Estero

Spento nella notte il rogo alla Sacra di San Michele, l’Abbazia è salva, ma tanta paura

2018

Il Nome della Rosa si conclude proprio con un incendio; l’Abbazia che ispirò il best seller di Umberto Eco, la bellissima e suggestiva Sacra di San Michele, in Val di Susa, è andata in fiamme. O meglio, non proprio, per grazia di Dio.

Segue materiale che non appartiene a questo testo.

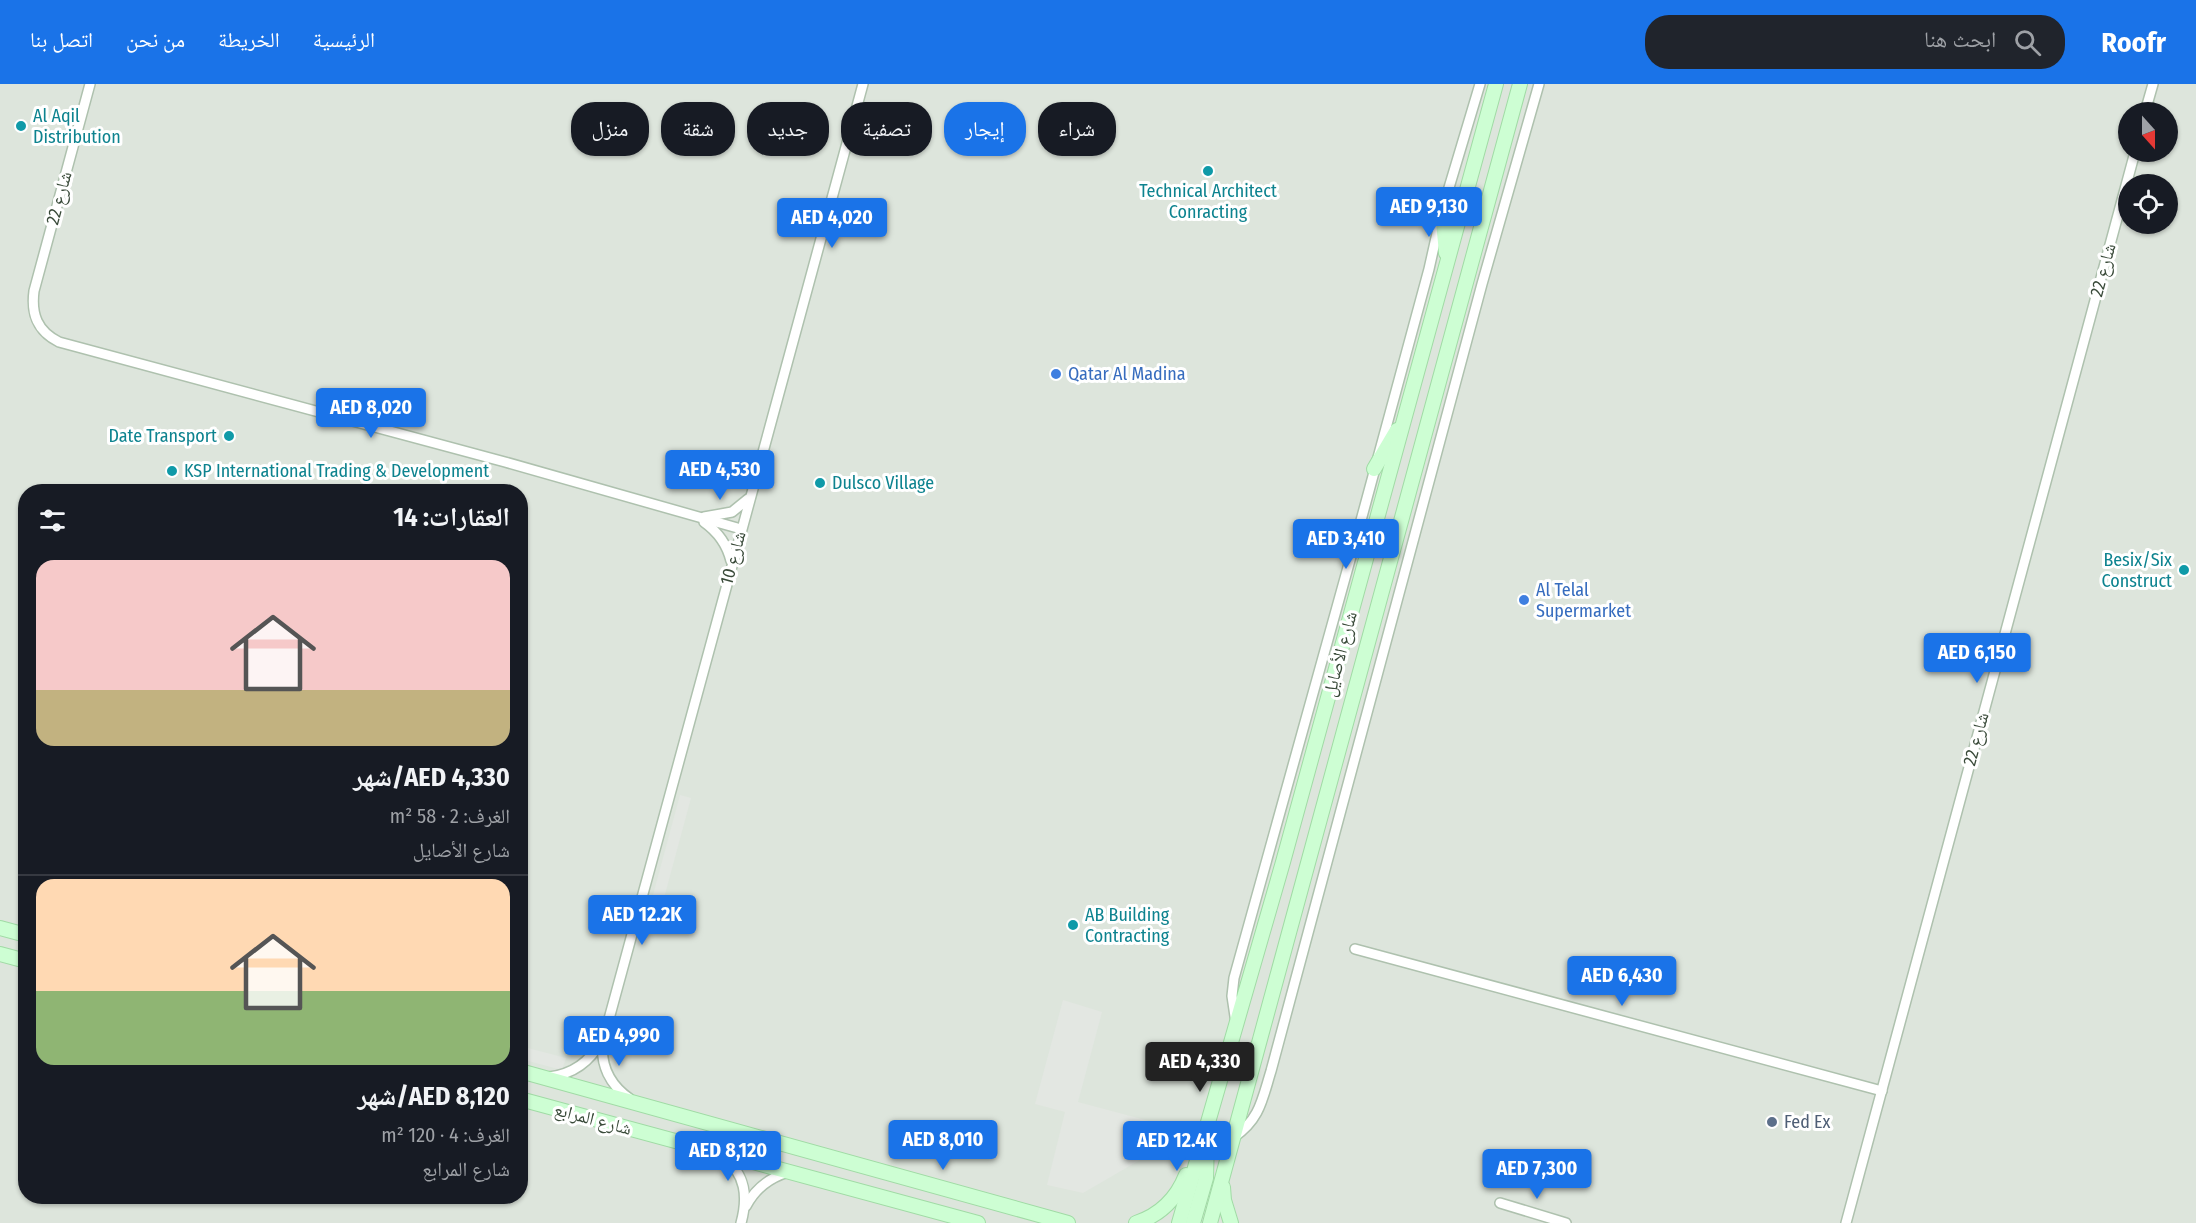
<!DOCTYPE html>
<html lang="ar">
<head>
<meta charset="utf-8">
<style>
	:root { --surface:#171b24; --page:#20242c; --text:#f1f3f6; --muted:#9ea1a6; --line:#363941; --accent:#1a73e8 }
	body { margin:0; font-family:"Fira Sans Condensed","Noto Naskh Arabic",sans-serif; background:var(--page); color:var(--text); direction:rtl; height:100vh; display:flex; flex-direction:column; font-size:22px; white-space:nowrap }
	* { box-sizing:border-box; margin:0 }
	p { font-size:20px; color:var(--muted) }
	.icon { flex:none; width:33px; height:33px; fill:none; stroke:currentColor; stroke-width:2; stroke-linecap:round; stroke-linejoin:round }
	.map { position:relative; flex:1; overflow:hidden; direction:ltr }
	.drawer { position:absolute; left:18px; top:400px; width:510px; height:720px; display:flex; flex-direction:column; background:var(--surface); border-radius:24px; box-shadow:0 2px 4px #0004; direction:rtl }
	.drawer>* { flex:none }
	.banner { position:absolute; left:546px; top:18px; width:570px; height:54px; direction:rtl; display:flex; gap:12px }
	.needle { width:39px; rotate:159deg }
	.fabs { position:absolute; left:2118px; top:18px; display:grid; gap:12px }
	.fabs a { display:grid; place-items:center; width:60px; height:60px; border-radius:50%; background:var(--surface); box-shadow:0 2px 4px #0004; font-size:30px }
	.price { position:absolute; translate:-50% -51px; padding:0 14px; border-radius:6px; background:var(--accent); color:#fff; font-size:20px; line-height:39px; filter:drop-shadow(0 2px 3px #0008) }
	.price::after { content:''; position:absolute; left:50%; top:36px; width:18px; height:14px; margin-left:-9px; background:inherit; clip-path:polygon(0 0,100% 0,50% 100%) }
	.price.on { background:#222; color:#fff }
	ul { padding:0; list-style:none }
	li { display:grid; align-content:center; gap:12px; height:318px; padding:0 18px }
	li+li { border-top:2px solid var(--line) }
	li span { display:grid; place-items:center; height:186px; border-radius:18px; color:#555 }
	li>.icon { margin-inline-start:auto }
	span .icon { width:108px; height:108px; fill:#fffc; stroke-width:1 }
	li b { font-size:26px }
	h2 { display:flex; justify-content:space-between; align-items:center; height:72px; padding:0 18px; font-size:26px }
	.pill { padding:0 21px; border-radius:24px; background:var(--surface); box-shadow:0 2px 4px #0004; font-size:21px; line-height:54px }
	.pill.on { background:var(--accent); color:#fff }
	header { display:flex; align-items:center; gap:36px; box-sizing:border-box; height:84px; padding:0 30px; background:var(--accent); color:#fff }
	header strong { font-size:28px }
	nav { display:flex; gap:33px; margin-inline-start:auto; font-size:21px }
	.search { width:420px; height:54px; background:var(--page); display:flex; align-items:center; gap:15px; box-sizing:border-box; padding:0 21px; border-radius:24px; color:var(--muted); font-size:22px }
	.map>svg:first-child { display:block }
	.industrial { fill:#dde5dc; fill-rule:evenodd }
	.parking { fill:#e3e7e2 }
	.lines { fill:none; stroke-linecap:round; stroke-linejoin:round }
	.minor-casing { stroke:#aec1ae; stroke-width:12 }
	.secondary-casing { stroke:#a0dba5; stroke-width:16 }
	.minor { stroke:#fff; stroke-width:9 }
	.secondary { stroke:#cdfed3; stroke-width:14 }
	.culture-dot { fill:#0f9aa8; stroke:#fff; stroke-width:2 }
	.shop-dot { fill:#3f7fe0; stroke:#fff; stroke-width:2 }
	.service-dot { fill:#5c6f8a; stroke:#fff; stroke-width:2 }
	.labels { text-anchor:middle; stroke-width:6; stroke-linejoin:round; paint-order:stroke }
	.culture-label { font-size:18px; fill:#0d838f; stroke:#fff; text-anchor:start }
	.street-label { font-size:18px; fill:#394a39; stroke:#fff }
	.shop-label { font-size:18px; fill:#366cbe; stroke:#fff; text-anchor:start }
	.service-label { font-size:18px; fill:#4e5e75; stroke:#fff; text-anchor:start }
</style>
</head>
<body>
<header>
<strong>Roofr</strong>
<div class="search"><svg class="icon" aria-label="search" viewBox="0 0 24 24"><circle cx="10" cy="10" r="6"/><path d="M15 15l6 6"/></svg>ابحث هنا</div>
<nav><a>الرئيسية</a><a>الخريطة</a><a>من نحن</a><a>اتصل بنا</a></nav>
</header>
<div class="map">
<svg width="2196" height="1139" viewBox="0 0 2196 1139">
	<rect width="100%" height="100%" fill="#ebf6ec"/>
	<path class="industrial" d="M 0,0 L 2196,0 L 2196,1139 L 0,1139 ZM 2128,28 L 2168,28 L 2168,68 L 2128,68 ZM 2128,100 L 2168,100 L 2168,140 L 2128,140 ZM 26,408 L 520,408 L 520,1113 L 26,1113 Z"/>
	<g class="parking">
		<polygon points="680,711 691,714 664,814 653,811"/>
		<polygon points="1063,916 1102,928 1078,1018 1168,1042 1164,1062 1083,1109 1047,1101 1065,1028 1035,1020"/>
		<polygon points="520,962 566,974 562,986 521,975"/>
	</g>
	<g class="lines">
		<g class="minor-casing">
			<g id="minor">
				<path d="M 90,0 L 34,207 C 31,230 37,247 59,258 L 505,378 L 741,445"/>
				<polyline points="2145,28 2153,0"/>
				<polyline points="704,433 732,428 748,415"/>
				<path d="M 704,438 C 718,448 727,460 731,477"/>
				<polyline points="1355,865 1882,1007"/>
				<polyline points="1236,939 1232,912 1234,894 1360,440 1429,185 1442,127 1480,0"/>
				<path d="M 549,993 C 573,990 590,978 601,957"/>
				<path d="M 630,1015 C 610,1001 600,981 603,957 L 863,0"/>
				<path d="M 1234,1053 C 1260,1035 1262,1016 1271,987 L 1482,200 L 1539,0"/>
				<path d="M 723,1073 C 746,1090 748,1113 741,1139"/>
				<polyline points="1500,1119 1566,1139"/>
				<path d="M 746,1122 C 756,1104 769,1094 788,1088"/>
				<polyline points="1846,1139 2135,68"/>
			</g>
		</g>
		<g class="secondary-casing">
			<g id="secondary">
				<polyline points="1442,127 1446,169"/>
				<polyline points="1374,385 1397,346"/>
				<polyline points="0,844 26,851"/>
				<polyline points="0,870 26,877"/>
				<polyline points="520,987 1068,1139"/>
				<polyline points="520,1015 978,1139"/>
				<polyline points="1223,1103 1224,1116 1231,1139"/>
				<path d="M 1136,1139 C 1160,1131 1177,1114 1186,1091"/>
				<polyline points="1179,1139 1283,778 1496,0"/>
				<polyline points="1193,1139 1206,1094 1207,1056"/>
				<polyline points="1210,1139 1520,0"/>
			</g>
		</g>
		<use href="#minor" class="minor"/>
		<use href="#secondary" class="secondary"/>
	</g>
	<g class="culture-dot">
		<circle cx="21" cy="42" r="6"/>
		<circle cx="1208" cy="87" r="6"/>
		<circle cx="229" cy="352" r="6"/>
		<circle cx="172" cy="387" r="6"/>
		<circle cx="820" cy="399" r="6"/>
		<circle cx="2184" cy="486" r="6"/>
		<circle cx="1073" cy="841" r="6"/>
	</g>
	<g class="shop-dot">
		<circle cx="1056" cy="290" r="6"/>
		<circle cx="1524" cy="516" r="6"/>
	</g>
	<circle class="service-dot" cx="1772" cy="1038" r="6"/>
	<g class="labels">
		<g class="culture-label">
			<text x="33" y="38">Al Aqil<tspan x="33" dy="21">Distribution</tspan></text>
			<text x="1208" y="113" text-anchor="middle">Technical Architect<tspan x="1208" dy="21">Conracting</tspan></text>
			<text x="217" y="358" text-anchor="end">Date Transport</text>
			<text x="184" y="393">KSP International Trading &amp; Development</text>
			<text x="832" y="405">Dulsco Village</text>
			<text x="2172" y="482" text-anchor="end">Besix/Six<tspan x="2172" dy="21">Construct</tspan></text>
			<text x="1085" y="837">AB Building<tspan x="1085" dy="21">Contracting</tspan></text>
		</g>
		<g class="street-label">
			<text transform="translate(59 114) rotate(-75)" y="6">شارع 22</text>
			<text transform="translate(2103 186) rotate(-75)" y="6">شارع 22</text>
			<text transform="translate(733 474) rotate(-75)" y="6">شارع 10</text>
			<text transform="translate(1340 570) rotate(-75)" y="6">شارع الأصايل</text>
			<text transform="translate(1976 655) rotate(-75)" y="6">شارع 22</text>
			<text transform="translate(593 1035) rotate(15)" y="6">شارع المرابع</text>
		</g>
		<g class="shop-label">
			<text x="1068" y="296">Qatar Al Madina</text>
			<text x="1536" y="512">Al Telal<tspan x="1536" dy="21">Supermarket</tspan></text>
		</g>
		<g class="service-label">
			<text x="1784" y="1044">Fed Ex</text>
		</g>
	</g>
</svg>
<div class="fabs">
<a><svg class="needle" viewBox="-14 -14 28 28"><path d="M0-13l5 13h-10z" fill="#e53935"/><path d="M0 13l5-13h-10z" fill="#9ea1a6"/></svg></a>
<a><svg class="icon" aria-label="locate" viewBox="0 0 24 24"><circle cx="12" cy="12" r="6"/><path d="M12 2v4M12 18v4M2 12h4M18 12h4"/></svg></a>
</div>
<b class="price" style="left:1429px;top:154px">AED 9,130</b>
<b class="price" style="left:832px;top:165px">AED 4,020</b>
<b class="price" style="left:371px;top:355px">AED 8,020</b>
<b class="price" style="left:720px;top:417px">AED 4,530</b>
<b class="price" style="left:1346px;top:486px">AED 3,410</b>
<b class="price" style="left:1977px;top:600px">AED 6,150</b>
<b class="price" style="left:642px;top:862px">AED 12.2K</b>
<b class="price" style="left:1622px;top:923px">AED 6,430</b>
<b class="price" style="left:619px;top:983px">AED 4,990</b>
<b class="price on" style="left:1200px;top:1009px">AED 4,330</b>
<b class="price" style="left:943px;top:1087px">AED 8,010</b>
<b class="price" style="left:1177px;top:1088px">AED 12.4K</b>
<b class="price" style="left:728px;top:1098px">AED 8,120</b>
<b class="price" style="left:1537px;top:1116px">AED 7,300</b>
<div class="banner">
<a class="pill">شراء</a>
<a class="pill on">إيجار</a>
<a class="pill">تصفية</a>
<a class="pill">جديد</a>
<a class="pill">شقة</a>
<a class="pill">منزل</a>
</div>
<section class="drawer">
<h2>العقارات: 14<svg class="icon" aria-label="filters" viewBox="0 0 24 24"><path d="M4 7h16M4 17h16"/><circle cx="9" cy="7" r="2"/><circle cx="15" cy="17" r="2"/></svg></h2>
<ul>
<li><span style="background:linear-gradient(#f6c9c9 70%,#c2b280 0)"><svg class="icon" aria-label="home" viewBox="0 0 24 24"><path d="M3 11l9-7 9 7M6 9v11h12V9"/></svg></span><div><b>AED 4,330/شهر</b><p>الغرف: 2 · 58 m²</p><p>شارع الأصايل</p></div></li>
<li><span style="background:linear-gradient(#ffd9b3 60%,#8fb573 0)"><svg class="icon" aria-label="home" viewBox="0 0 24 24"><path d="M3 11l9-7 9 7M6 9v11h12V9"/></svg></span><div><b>AED 8,120/شهر</b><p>الغرف: 4 · 120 m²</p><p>شارع المرابع</p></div></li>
</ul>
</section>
</div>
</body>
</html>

Il tetto del “monastero vecchio” in corso di ristrutturazione, a causa di infiltrazioni d’acqua, avrebbe subito un cortocircuito per un impianto di illuminazione. L’incendio, divampato in breve e persistito a lungo nella notte, ha distrutto il tetto del monastero, dove vivono i padri rosminiani. Fortunatamente, nessuna parte del monumento simbolo del Piemonte, è stata danneggiata. Oggetti di culto, opere architettoniche, tutto sarebbe salvo.

La Croce Rossa ha dato aiuto per tutta la notte ai tre padri che vivono nel monastero e che si sono accorti per primi del fumo, e agli encomiabili e energici soccorritori.

Secondo quanto investigato non ci sarebbe dolo nell’incendio divampato ieri notte. Il Presidente della Regione, Sergio Chiamparino e l’assessore alla Cultura, Antonella Parigi, faranno un sopralluogo oggi salle 14.

Breve storia di un’abbazia eterna

L’abbazia, che nei giorni di nebbia svetta tra le nubi in tutta la sua preziosa alterigia, e in quelli di sole domina i monti rocciosi dall’alto della sua storica beltà, venne costruita nel X secolo e terminata nel XIII; transito per i pellegrini romei, che dalla Francia giungevano a Roma, è affidato alla cura dei padri rosminiani, congregazione clericale torinese, nata nel 1828.

Visitato solo nel 2016 dalla cifra da capogiro di 100mila persone, il complesso monumentale sorge su un luogo di transito già di epoca romana, e porta nel proprio culto dedito a San Michele radici Longobarde. Secondo la leggenda, fu l’arcivescovo stesso ad avere una visione dell’arcangelo, che gli avrebbe ordinato di erigere un santuario. Egli obbedì, e alla grande!

Una leggenda, una fanciulla

come tutti i castelli che si rispettino, anche l’abbazia reca in cuor suo una leggenda di dame e cavalieri: una fanciulla, che nel nome ricorda l’innamorata del Conte Rolando, la Bell’Alda, per sfuggire a soldatacci di ventura si gettò giù dalla torre, ma fu salvata dagli angeli che la fecero atterrare sana e salva. Per vanità, tuttavia, ella ritentò, rimanendone questa volta uccisa.

Un luogo magico intreccio di storia e di leggende, insomma, di astrologia medioevale (come la splendida “porta dello Zodiaco”), di romanico italico e di gotico francese. Da visitare.